Hornback first argues that there was no meeting of the minds because the building Hornback agreed to build for $109,466 was altered by the state's requirements of an architectural design for a public building. The architect's design added two additional storage rooms. Hornback claims he never agreed to construct a more expensive building for the quoted amount of $109,466. Despite conflicting testimony as to whether Mr. Hornback had been told he would be compensated for any additional costs to him, Hornback accepted payments for the project from Larue as early as June 2010 and began construction of the building in November 2010. Hornback argues further that there was no meeting of the minds regarding the April 6, 2011 document because he would have been agreeing to reduce his fee for the construction while he had previously indicated that he would need additional funds to complete the building.
The evidence disclosed to the court supports the conclusion that there was a meeting of the minds between the parties. A meeting of the minds is "the most essential factor" in determining the existence of a valid and enforceable contract. Utilities Electrical Machine Corp. v. Joseph E. Seagram & Sons, 300 Ky. 69, 187 S.W.2d 1015, 1018 (Ky. 1945).
[I]f the proven facts and circumstances are such as to fairly show that both the party rendering the services or furnishing the necessities and the one receiving them expected, understood and intended compensation should be paid, the court or the jury trying the case will be authorized to find an express contract for payment was entered into. This particular type of agreement is denominated a 'contract implied in fact,' it differs from an 'express contract' only in the mode of proof required; and it is implied only in that it is to be inferred from the circumstances, the conduct, and the acts or relations of the parties, rather than from their spoken words. In short, from the evidence disclosed the court may conclude the parties entered into an agreement, although there is no proof of an express offer and a definite acceptance.Victor's Executor v. Monson, 283 S.W.2d 175, 176-77 (Ky. 1955)

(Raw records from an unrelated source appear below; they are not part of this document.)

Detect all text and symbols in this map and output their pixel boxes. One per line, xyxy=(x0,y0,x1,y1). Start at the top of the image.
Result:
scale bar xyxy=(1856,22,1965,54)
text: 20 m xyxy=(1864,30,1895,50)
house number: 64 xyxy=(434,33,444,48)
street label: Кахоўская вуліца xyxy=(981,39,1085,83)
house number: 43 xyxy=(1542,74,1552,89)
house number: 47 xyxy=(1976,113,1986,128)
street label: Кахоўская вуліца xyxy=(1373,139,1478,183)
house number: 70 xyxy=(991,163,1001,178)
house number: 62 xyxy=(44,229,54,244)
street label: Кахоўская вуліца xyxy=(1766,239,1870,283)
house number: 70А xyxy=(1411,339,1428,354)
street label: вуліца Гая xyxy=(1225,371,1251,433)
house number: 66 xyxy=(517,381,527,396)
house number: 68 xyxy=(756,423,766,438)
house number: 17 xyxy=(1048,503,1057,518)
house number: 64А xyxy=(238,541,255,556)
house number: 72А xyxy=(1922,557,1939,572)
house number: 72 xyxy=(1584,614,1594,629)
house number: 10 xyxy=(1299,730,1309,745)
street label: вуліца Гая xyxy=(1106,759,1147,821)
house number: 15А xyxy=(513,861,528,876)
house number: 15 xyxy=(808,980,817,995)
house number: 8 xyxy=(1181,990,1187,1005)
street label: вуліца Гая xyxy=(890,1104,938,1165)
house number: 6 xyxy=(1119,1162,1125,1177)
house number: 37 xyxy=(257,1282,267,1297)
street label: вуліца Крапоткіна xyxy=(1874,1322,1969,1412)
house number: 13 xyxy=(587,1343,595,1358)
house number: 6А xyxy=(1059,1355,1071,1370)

The circumstances of this case demonstrate a mutual intention to contract as well as clear evidence in the record to reflect that the parties were in agreement as to the amount Mr. Hornback was to receive upon completion of the building. The conduct of the parties, the quote provided by Mr. Hornback, the architect's designs, the various payments rendered to Mr. Hornback, the report prepared by the architect detailing changes that needed to be made to the building, and the agreements executed in April and June 2011 all support the trial court's finding that a meeting of the minds of the parties had occurred. Larue County had issued a payment to Hornback as early as June 2010, approximately five months before Hornback poured the footers for the building. The parties entered into the April 6, 2011 agreement when the construction project was 95-98% complete and Hornback had been recently advised as to necessary changes that were required in order to finish the building in a March 30, 2011 report from the architect. At the time of the April 6, 2011 agreement, Hornback had received $68,850 through several payments from Larue County for construction of the building and his signature appears on the April 6, 2011 agreement stating that he was owed $30,000. Additionally, Hornback and Morrison executed four additional agreements in June 2011 which also referred back to the amount owed with no objection from Hornback.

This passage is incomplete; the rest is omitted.